RECORD EXTRACTS
----------------
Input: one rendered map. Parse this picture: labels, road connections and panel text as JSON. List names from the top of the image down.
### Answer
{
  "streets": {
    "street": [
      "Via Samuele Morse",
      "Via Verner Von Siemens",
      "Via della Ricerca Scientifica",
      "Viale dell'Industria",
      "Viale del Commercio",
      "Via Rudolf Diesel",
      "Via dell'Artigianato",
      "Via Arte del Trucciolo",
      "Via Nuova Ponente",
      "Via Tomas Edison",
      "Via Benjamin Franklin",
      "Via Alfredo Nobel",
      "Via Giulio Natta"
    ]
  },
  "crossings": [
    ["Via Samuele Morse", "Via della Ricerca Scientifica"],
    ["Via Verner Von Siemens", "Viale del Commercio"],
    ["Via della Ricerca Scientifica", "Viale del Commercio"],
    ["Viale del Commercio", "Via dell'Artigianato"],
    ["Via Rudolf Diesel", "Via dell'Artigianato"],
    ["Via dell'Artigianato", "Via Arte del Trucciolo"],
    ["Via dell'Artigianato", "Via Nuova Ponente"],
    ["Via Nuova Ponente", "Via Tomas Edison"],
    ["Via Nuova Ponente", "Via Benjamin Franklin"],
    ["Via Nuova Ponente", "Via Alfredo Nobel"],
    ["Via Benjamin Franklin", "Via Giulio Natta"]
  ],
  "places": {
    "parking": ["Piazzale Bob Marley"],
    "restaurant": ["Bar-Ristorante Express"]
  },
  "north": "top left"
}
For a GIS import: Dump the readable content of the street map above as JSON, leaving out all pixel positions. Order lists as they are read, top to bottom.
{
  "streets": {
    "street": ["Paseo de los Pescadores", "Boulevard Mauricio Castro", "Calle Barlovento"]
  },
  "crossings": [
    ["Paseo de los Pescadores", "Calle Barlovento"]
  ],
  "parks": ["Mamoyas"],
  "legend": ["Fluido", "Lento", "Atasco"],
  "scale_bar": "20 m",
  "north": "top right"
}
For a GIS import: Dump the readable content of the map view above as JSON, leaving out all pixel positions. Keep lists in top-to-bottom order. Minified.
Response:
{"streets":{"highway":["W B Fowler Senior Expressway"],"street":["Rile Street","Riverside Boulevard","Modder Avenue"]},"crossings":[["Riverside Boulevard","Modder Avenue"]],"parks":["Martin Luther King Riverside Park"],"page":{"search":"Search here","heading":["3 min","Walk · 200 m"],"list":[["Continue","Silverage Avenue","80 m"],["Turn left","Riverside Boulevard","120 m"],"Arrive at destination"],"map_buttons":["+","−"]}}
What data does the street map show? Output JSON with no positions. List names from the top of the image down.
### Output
----------------
HOW TO COMPLETE THIS TASK
Go through the material and copy every line in which the word "from" occurs.

RESPONSE BELOW
Input: one rendered map. Parse this picture: labels, road connections and panel text as JSON. List names from the top of the image down.
What data does the street map show? Output JSON with no positions. List names from the top of the image down.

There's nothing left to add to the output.